The best reason to see the TIFF Grolsch People’s Choice award winner Three Billboards Outside Ebbing, Missouri is Frances McDormand’s no-holds-barred performance. There are other reasons, of course, including Martin McDonagh’s (In Bruges, Seven Psychopaths) deft directing and darkly comedic script, Carter Burwell’s score (reminiscent of his work with the Coen brothers) and Sam Rockwell and Game of Thrones‘ Peter Dinklage in very against-type supporting turns. However, this film belongs to McDormand’s sassy, brash Mildred Hayes. With any justice, the Academy will be presenting the actress with her second Best Actress gong at next year’s ceremony.
Of course justice, and justice given to women, is the timely topic at the core of the film.

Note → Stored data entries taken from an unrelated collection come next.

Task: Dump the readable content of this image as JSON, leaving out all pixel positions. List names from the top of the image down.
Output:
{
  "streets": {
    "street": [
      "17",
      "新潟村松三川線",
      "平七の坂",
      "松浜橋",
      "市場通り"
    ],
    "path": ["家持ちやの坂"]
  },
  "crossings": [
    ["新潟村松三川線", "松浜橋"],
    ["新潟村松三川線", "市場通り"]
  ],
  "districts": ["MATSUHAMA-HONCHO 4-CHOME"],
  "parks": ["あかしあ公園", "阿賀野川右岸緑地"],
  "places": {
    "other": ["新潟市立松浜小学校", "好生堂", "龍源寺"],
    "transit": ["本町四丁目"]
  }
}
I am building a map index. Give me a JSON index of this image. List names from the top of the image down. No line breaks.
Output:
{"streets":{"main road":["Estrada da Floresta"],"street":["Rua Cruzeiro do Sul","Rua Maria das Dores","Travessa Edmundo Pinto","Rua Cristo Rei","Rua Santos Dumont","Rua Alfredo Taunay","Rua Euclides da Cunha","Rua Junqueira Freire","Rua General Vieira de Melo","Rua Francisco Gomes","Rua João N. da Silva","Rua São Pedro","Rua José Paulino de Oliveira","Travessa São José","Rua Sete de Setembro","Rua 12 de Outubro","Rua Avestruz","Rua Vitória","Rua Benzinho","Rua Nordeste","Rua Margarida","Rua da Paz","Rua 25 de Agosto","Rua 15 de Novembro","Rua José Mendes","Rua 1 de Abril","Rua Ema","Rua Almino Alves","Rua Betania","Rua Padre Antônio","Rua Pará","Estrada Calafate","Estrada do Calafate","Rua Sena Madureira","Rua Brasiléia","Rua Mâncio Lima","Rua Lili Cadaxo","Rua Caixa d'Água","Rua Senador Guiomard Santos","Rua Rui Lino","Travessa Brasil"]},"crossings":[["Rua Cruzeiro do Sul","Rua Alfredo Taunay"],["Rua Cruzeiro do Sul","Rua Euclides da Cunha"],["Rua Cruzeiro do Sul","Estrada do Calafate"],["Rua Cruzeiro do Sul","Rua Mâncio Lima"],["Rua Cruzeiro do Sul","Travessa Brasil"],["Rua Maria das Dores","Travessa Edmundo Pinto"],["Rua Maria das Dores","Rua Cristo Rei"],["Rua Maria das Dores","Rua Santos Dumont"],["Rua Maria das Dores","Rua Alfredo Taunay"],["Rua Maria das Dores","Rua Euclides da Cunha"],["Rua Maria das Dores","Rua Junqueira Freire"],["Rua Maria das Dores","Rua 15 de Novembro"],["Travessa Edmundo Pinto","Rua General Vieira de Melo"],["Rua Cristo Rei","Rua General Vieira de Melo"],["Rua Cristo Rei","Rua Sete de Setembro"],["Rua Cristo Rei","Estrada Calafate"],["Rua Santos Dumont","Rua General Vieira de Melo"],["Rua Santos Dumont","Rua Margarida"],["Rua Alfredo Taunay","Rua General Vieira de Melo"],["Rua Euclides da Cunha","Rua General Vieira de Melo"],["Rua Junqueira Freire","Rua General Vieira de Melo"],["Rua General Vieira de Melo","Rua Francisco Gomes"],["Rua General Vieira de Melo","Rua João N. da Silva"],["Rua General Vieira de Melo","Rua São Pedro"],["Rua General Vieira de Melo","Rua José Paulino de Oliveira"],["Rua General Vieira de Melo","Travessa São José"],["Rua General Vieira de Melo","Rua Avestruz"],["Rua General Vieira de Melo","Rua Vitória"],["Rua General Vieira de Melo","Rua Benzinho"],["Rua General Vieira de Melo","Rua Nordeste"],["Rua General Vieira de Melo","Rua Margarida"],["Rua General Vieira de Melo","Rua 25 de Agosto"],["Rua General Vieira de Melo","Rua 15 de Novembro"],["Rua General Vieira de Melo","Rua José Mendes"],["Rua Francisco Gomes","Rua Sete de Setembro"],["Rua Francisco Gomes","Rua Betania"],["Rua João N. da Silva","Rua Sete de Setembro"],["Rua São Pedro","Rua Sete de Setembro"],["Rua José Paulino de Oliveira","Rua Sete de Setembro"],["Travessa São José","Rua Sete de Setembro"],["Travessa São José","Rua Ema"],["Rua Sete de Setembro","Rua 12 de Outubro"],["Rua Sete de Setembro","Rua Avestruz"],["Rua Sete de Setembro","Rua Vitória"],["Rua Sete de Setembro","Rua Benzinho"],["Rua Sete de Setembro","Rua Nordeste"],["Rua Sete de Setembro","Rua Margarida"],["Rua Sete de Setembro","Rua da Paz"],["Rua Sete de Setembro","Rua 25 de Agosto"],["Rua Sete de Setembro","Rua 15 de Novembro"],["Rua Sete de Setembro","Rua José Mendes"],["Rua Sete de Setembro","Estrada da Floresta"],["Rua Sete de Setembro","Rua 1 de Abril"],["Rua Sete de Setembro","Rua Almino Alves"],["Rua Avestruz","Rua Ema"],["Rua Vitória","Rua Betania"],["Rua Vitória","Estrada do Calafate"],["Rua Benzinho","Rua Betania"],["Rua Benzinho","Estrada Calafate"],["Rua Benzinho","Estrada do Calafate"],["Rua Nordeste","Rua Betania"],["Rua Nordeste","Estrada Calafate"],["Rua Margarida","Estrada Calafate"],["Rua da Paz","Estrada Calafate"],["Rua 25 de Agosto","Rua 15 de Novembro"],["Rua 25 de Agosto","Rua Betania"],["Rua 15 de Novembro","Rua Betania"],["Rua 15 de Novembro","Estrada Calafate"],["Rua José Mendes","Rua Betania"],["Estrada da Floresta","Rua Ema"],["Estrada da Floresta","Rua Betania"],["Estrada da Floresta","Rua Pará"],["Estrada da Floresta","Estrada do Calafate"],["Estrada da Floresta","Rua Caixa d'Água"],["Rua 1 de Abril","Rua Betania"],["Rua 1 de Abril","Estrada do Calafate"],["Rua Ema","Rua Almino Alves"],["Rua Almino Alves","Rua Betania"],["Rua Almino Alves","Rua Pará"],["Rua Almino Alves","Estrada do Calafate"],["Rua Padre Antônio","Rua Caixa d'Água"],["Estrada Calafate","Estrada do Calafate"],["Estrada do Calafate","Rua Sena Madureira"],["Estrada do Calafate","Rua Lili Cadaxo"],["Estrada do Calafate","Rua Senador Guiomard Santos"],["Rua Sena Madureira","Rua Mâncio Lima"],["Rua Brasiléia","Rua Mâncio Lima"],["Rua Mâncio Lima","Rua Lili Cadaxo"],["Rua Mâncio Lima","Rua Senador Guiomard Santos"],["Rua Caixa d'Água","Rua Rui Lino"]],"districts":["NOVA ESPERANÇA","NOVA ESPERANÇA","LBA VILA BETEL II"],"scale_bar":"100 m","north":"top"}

The action begins after the brutal rape and murder of Mildred’s daughter Angela (Kathryn Newton). Frustrated by the local police’s lack of progress on the case (led by Woody Harrelson’s Sheriff Bill Willoughby), she takes matters in her own hands and posts calls to action (read as inflammatory statements by the townsfolk) on the eponymous three billboards.
The film is fairly crass, but hopefully helps provide a much needed wake-up call to a society that’s become increasingly complacent with acts of sexual assault and violence against women.